En guise de mise-en-bouche quelques mots sur la conception kantienne de Dieu [11]. Chez Kant, Dieu est une « idée » (relent de platonisme), l’ « idéal de la raison » (encore un méfait du logos). Comme objet d’idée, il est inconnaissable. Il n’est pas un principe servant à expliquer les phénomènes, c’est un concept régulateur, fonctionnel, qui introduit dans l’expérience une unité suprême. Le comme si sert de substitut à la preuve. Dieu est comme si il existait pour de vrai (argument bien connu des cours de récréation : « on fait comme si tu étais mort, ou gendarme ou cow-boy). Le comme si introduit une analogie moyennant un anthropomorphisme symbolique qui permet de penser Dieu comme un être de raison et de volonté. Dieu est un postulat de la raison pratico-éthique, donc un objet de foi. Après des arguments « savants », retour à la case départ de l’incontournable foi.
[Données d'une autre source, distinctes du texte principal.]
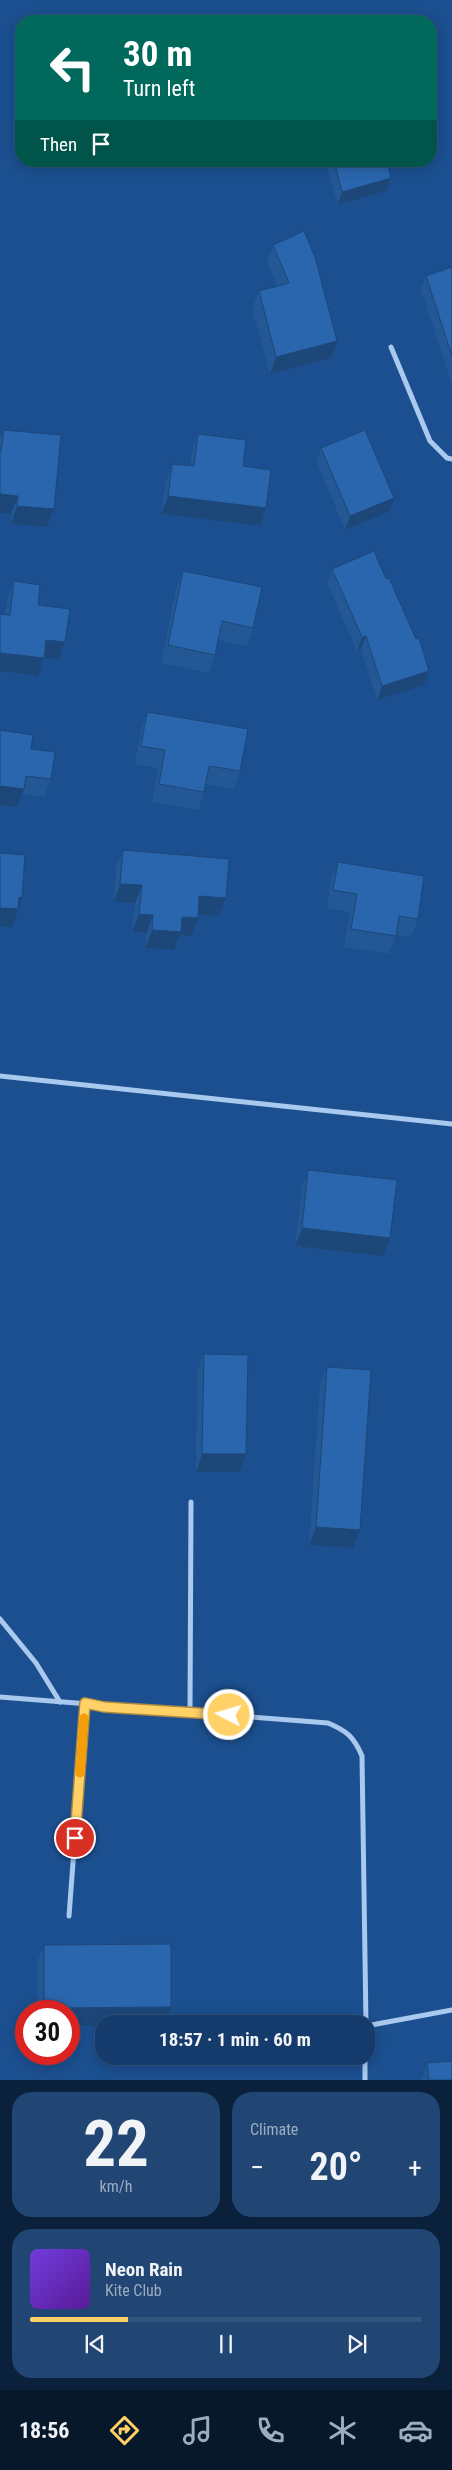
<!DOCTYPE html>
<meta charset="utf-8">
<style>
body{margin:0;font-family:"Roboto Condensed",sans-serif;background:#214673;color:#f1f3f6;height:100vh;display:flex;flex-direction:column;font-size:19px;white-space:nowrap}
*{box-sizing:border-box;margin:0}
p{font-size:16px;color:#9dadc1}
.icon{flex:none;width:28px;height:28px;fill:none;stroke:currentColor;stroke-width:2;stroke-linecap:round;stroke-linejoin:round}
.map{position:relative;height:2080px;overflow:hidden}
.sheet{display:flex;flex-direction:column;gap:12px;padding:12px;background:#0b203b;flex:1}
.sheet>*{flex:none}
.guide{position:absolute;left:15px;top:15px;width:422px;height:152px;border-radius:20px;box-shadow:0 2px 12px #0003,0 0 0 1px #33557e;background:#00695c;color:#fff;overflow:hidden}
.speed{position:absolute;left:15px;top:2000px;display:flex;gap:10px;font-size:25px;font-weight:700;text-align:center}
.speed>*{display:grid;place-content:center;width:65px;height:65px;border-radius:50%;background:#143b6b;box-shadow:0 2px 12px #0003,0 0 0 1px #33557e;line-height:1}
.speed .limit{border:8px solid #d22;background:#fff;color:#111}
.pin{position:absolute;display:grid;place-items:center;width:42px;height:42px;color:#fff;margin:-21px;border:2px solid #fff;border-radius:50%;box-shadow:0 1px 5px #0007}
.me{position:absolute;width:55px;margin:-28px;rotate:275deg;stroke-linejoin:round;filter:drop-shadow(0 0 4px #0008)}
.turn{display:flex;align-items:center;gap:18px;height:105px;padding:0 25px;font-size:22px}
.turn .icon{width:65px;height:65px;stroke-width:2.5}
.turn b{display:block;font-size:35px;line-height:42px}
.then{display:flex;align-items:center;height:48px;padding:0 25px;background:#0003;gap:10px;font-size:19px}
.big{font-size:38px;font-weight:700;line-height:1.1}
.sheet .tile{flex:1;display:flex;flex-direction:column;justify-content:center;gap:8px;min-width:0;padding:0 18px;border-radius:20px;background:#214673}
.sheet .dial{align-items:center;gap:0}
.dial b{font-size:65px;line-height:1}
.song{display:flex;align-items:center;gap:15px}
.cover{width:60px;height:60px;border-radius:8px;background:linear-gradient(135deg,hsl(260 70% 55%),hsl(270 70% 35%))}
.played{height:5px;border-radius:2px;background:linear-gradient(90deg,#ffd166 25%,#33557e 25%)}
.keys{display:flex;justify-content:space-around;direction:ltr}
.heat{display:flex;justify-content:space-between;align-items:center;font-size:28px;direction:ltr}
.sheet .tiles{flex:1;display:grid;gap:12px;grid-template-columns:1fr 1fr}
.tile:last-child{grid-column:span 2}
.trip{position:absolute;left:95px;top:2015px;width:280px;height:50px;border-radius:20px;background:#143b6b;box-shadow:0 2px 12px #0003,0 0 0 1px #33557e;font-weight:700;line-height:50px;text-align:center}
.tab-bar{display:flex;height:80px;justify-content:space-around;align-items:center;background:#08182b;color:#9dadc1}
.tab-bar .icon{width:35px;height:35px}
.tab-bar .selected{color:#ffd166}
.tab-bar b{font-size:22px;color:#f1f3f6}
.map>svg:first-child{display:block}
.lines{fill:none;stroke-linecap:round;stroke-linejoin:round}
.minor{stroke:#a9c9ee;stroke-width:5}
.wall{fill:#245895}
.shaded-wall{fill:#1d4779}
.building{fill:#2a66ad;stroke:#1d4779}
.route-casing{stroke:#a68842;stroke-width:12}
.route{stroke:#ffd166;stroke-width:9}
.slow{stroke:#f59e0b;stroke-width:9}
</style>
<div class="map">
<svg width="452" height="2080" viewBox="0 0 452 2080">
<rect width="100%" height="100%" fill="#1b4f8f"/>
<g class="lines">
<!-- minor -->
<g class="minor">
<polyline points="391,347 430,441 447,458 452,459"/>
<polyline points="0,1076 452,1124"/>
<polyline points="0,1619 36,1663 60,1702"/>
<path d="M 0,1697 L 328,1723 C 347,1731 354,1737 362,1756 L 366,2024"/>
<polyline points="190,1712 191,1502"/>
<polyline points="69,1916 85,1703"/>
<polyline points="366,2026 452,2010"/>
<polyline points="365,2080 365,2056"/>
</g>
</g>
<!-- wall -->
<g class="wall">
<polygon points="325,161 387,161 386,191 338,205"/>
<polygon points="273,245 331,358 270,374 252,308 259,291 277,286 267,262"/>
<polygon points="452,267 452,384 421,289 426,276"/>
<polygon points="4,430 54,509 47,527 11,524 11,514 0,513 0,440"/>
<polygon points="198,434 243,466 260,526 161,514 166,482 172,464 190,466 192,452"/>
<polygon points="321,448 389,512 345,530 317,462"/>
<polygon points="332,569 424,685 377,700 361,649 357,651 327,583"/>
<polygon points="183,571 253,628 247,646 218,640 215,655 209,673 161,663 176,589"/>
<polygon points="14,581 38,605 65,642 59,660 44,658 38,676 0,671 0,614 5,615 7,599"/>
<polygon points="147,712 240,771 234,789 206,784 204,792 198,810 152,802 158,768 135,764 141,730"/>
<polygon points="0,730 31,749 51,779 44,797 22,794 17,807 0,805"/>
<polygon points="123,850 226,898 219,916 198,914 198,918 191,936 180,935 174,950 145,948 147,933 132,932 135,903 114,902 116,868"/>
<polygon points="338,862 418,919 411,937 396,934 389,954 344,947 350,912 327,908 331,880"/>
<polygon points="308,1170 383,1256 295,1246 302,1188"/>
<polygon points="204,1354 240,1472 196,1472 197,1372"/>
<polygon points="327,1367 360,1530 353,1548 309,1545 320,1385"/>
<polygon points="44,1945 69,2011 37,2011 37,1963"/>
<polygon points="427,2063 452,2080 421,2080"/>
</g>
<!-- shaded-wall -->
<g class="shaded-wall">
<polygon points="391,178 386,191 338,205 342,192"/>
<polygon points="337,341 331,358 270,374 276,357"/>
<polygon points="0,494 18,496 11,514 0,513"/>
<polygon points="168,496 266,508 260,526 161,514"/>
<polygon points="394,498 389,512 345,530 350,516"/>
<polygon points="17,506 54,509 47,527 11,524"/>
<polygon points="366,636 361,649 357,651 362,637"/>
<polygon points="46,640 65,642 59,660 44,658 38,676 0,671 0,653"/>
<polygon points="429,671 424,685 377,700 382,686"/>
<polygon points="0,786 24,789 17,807 0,805"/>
<polygon points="120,884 142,885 135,903 114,902"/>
<polygon points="199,896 226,898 219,916 193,914"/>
<polygon points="19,897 22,898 12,927 0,926 0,908"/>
<polygon points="139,914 153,915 147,933 132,932"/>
<polygon points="182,917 198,918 191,936 180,935 174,950 145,948 152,930"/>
<polygon points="302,1228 390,1238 383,1256 295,1246"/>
<polygon points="202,1454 246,1454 240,1472 196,1472"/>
<polygon points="316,1527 360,1530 353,1548 309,1545"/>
<polygon points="171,2007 164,2024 104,2024 104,2025 69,2026 69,2011 43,2011 44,2008"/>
</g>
<!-- building -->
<g class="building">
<polygon points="334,161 387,161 391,178 342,192"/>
<polygon points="304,231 315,257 337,341 276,357 259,291 289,283 273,245"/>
<polygon points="452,267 452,356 426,276"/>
<polygon points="4,430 61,435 54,509 17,506 18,496 0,494 0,452 1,452"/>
<polygon points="365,430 394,498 350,516 321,448"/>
<polygon points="198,434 246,440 243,466 271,470 266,508 168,496 172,464 194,466"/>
<polygon points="374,551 386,579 389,578 416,639 419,638 429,671 382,686 366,636 362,637 332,569"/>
<polygon points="183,571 262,587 253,628 222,621 215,655 168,645"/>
<polygon points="14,581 40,585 38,605 70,609 65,642 46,640 44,658 0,653 0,614 10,615"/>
<polygon points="147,712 248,729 240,771 209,766 204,792 159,784 165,750 141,746"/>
<polygon points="0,730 33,735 31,749 55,752 51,779 26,776 24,789 0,786"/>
<polygon points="123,850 229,859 226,898 199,896 198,918 182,917 181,932 152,930 153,915 139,914 142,885 120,884"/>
<polygon points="0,853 25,855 22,898 19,897 18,909 0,908"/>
<polygon points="338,862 424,876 418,919 399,916 396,936 351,929 357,894 333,890"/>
<polygon points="308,1170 397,1180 390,1238 302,1228"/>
<polygon points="204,1354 248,1355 246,1454 202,1454"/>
<polygon points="327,1367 371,1370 360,1530 316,1527"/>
<polygon points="171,1944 171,2007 44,2008 44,1945"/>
<polygon points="452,2061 452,2080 429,2080 427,2063"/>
</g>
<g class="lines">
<!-- route casing -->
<g class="route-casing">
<polyline id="route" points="75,1838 85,1703 104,1707 229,1715"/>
</g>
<!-- route -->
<use href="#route" class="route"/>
<!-- slow -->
<polyline class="slow" points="80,1773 84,1718"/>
</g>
</svg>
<div class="speed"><div class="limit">30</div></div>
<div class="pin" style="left:75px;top:1838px;background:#d93025"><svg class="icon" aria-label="arrive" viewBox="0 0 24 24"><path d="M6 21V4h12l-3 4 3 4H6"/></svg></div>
<svg class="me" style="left:229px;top:1715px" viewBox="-20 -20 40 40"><circle r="17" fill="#ffd166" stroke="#fff" stroke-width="3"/><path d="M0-11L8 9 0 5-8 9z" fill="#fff"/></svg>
<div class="trip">18:57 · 1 min · 60 m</div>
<div class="guide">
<div class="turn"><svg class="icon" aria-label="left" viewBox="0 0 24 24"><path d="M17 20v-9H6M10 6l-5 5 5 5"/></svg><div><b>30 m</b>Turn left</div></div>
<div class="then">Then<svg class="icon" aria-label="arrive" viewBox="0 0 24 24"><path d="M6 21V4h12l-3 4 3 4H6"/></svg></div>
</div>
</div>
<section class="sheet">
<div class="tiles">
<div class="tile dial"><b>22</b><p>km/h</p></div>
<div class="tile"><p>Climate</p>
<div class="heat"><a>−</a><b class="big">20°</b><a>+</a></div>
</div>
<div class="tile">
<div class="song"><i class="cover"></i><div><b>Neon Rain</b><p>Kite Club</p></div></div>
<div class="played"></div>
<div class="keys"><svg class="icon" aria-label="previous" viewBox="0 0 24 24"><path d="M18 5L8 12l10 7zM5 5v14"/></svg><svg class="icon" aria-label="pause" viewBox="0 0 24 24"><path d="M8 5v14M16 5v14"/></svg><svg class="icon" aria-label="next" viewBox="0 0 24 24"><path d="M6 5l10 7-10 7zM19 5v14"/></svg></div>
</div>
</div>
</section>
<nav class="tab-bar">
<b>18:56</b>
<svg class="icon selected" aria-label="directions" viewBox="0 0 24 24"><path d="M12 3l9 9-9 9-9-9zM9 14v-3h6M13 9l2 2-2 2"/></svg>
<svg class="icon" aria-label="music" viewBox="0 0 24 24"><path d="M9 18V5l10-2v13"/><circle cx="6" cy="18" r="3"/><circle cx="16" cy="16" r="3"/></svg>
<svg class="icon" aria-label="phone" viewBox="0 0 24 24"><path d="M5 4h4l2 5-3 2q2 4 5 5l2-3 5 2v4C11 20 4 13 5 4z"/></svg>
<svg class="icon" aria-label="climate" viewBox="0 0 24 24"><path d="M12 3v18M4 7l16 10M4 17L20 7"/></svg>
<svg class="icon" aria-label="car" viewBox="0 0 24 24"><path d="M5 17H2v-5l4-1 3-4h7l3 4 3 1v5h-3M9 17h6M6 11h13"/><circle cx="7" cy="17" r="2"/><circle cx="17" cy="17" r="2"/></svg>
</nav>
L’idée de Dieu sert à valider l’éthique, à parler du Beau, de la Justice, du Droit, de patati et de patata, donc à ramener les contenus de pensée à un point d’unité intangible et validant. Il faudra des centaines de pages à Kant pour peaufiner ses concepts critiques et novateurs, souvent médits, toujours copiés. Kant, issu d’un milieu, piétiste et formé dans un Collegium de la même obédience, reste un chrétien convaincu, un théologien sous les oripeaux d’un philosophe rationaliste, puissant analyste et critique des mécanismes du raisonnement et du jugement, touche-à-tout et donc LE métaphysicien fondateur de la pensée totalisante comme système inclusif. Toutes les tentatives de dépassement du kantisme (Hegel, Marx…) se ramènent à un recyclage indigeste et refoulé de l’œuvre du maître de Königsberg.